Il y a seize ans, la claveciniste Claire Bodin faisait un pari audacieux : consacrer intégralement un festival aux œuvres de compositrices, toutes nationalités et époques confondues. Il s’agissait de démontrer, programme après programme, que ce répertoire existe, qu’il est vaste, et mérite une place durable dans les salles de concert. Depuis, le festival Présence Compositrices a tenu ce cap sans en dévier.
Cette édition 2026 s’ouvre le 17 avril avec un programme baroque réunissant la violoniste Sophie de Bardonnèche, le claveciniste Justin Taylor et la gambiste Salomé Gasselin autour d’Élisabeth Jacquet de La Guerre et de compositrices françaises des XVIIe et XVIIIe siècles. Le lendemain, un duo voix-piano explore le romantisme allemand, de Fanny Hensel à Alma Mahler, avant que l’opéra instrumental Ève noire, la genèse, ne mette en dialogue le violon d’Elsa Grether et les percussions d’Oumarou Bambara dans une création autour de la musique de Virginie Aster.
La musique de chambre est aussi représentée. Le trio Marie Vermeulin – Anne Cartel – David Louwerse trace un arc du XIXe au XXe siècle, reliant Louise Farrenc à Germaine Tailleferre en passant par Clémence de Grandval et Mel Bonis. La pianiste Nour Ayadi, construit, elle, un récital autour de Varvara Gaigerova, dont les Sketches colorés et sa Sonate répondent aux pièces de Mel Bonis et de Tatiana Nikolayeva.

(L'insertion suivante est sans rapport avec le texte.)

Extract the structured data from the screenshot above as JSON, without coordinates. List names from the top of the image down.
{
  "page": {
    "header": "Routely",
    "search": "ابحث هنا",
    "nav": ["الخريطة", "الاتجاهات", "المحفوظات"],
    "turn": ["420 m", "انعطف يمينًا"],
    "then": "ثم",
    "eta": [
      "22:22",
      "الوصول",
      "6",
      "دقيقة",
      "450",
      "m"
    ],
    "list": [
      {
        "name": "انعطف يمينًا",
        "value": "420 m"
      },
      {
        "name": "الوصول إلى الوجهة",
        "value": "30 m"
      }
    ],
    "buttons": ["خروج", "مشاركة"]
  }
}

Du baroque à la French Touch
Le festival ménage aussi une place aux formes hybrides : Clémence Niclas seule en scène avec sa voix et une myriade de flûtes à bec, livre le récit qu’elle a tissé autour de ses thèmes de prédilection : l’histoire des femmes, le Moyen Âge et le conte. La gambiste Lucile Boulanger associe viole baroque et électronique de Calling Marian. Les ensembles structurent l’édition : le Duo Néria défend les Françaises Marie Jaëll, Cécile Chaminade, Louise-Héritte Viardot et Hedwige Chrétien ; l’Ensemble vocal Anarrès confronte l’italienne Barbara Strozzi de l’époque baroque à l’écriture contemporaine de Laure-Alice Poulain.
Le Trio Nóta accompagné de cordes jouera en création mondiale une commande du Centre Présence Compositrices, Le cahier de Gersende de Sabran – Fin’amor, signée Sophie Leleu, avec les élèves des chorales du Conservatoire Intercommunal de la Provence Verte.

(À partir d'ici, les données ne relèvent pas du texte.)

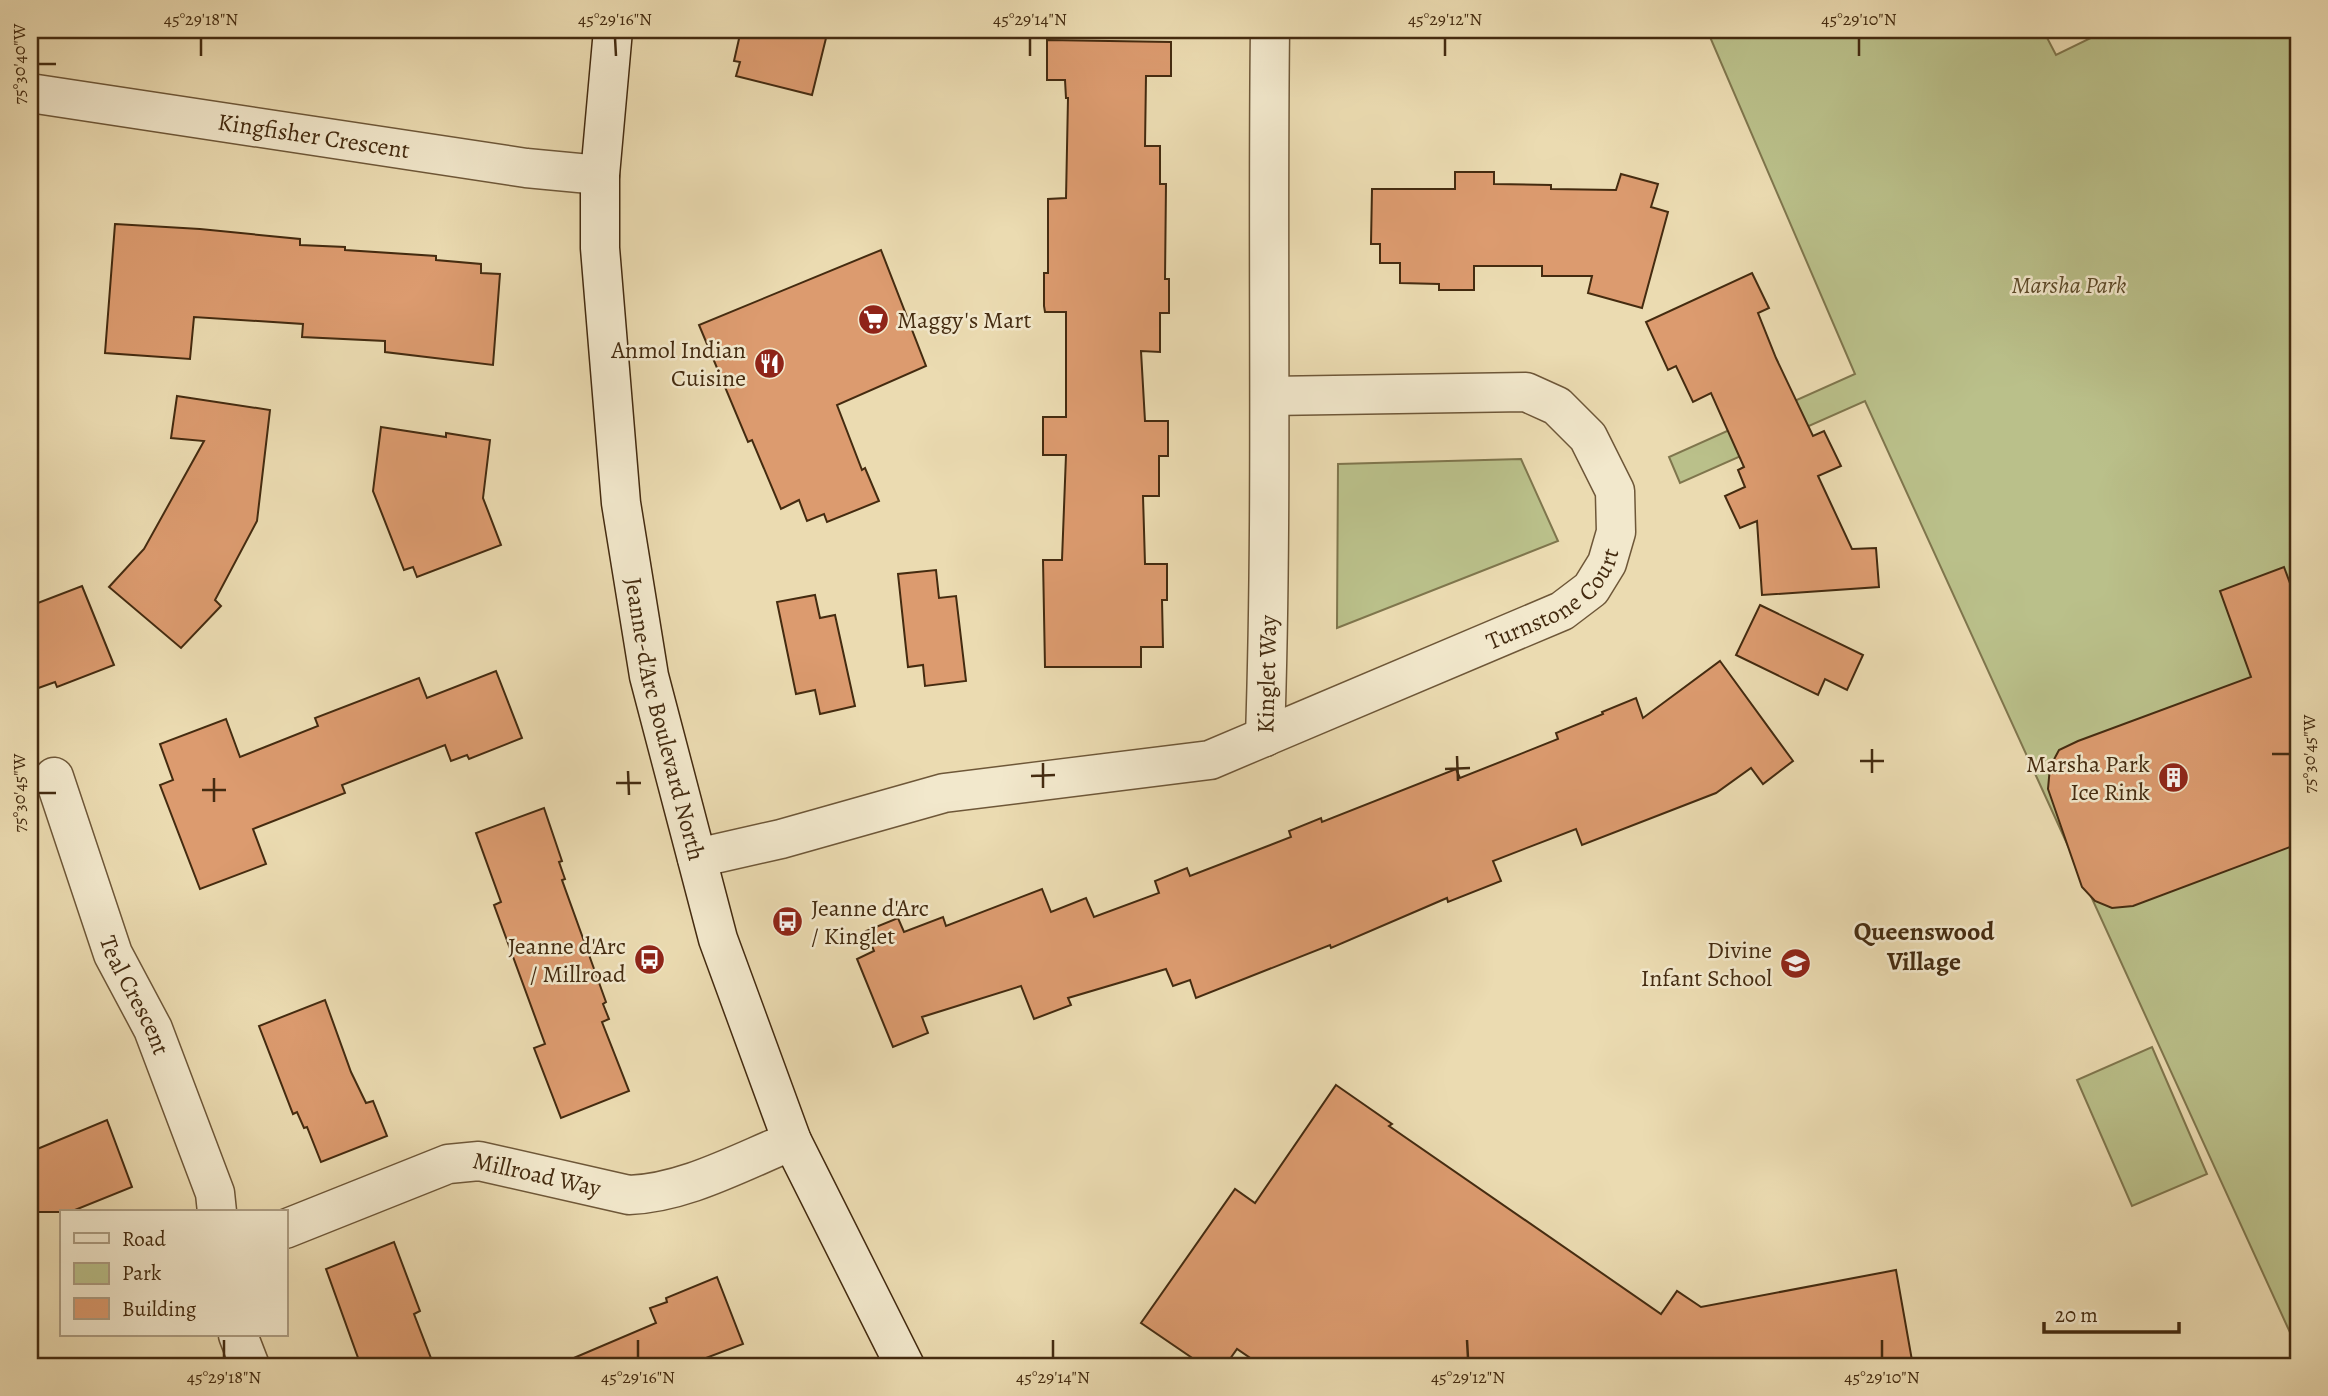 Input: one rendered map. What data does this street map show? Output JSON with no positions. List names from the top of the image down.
{
  "streets": {
    "street": [
      "Kingfisher Crescent",
      "Turnstone Court",
      "Kinglet Way",
      "Jeanne-d'Arc Boulevard North",
      "Teal Crescent",
      "Millroad Way"
    ]
  },
  "crossings": [
    ["Kingfisher Crescent", "Jeanne-d'Arc Boulevard North"],
    ["Turnstone Court", "Kinglet Way"],
    ["Kinglet Way", "Jeanne-d'Arc Boulevard North"],
    ["Jeanne-d'Arc Boulevard North", "Millroad Way"]
  ],
  "districts": ["Queenswood Village"],
  "parks": ["Marsha Park"],
  "places": {
    "supermarket": ["Maggy's Mart"],
    "restaurant": ["Anmol Indian Cuisine"],
    "building": ["Marsha Park Ice Rink"],
    "bus stop": ["Jeanne d'Arc / Kinglet", "Jeanne d'Arc / Millroad"],
    "school or university": ["Divine Infant School"]
  },
  "legend": ["Road", "Park", "Building"],
  "scale_bar": "20 m",
  "coordinates": [
    "45°29'18\"N",
    "45°29'16\"N",
    "45°29'14\"N",
    "45°29'12\"N",
    "45°29'10\"N",
    "75°30'40\"W",
    "75°30'45\"W"
  ]
}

L’Ensemble Obsidienne referme la boucle en remontant aux origines médiévales : saintes, trouveresses, et ménestrelles reviennent à la vie grâce à un arsenal d’instruments issus de l’iconographie ancienne. De Sainte Cécile à Hildegard von Bingen, le programme déploie un monde sonore savant et festif.
Des rencontres et actions de médiation accompagnent l’ensemble de la programmation, fidèles à l’idée que rendre audibles ces œuvres est un travail de long cours et non un geste ponctuel.
ANNE-MARIE THOMAZEAU
Présence Compositrices
Du 17 avril au 3 mai
Abbaye de La Celle (83)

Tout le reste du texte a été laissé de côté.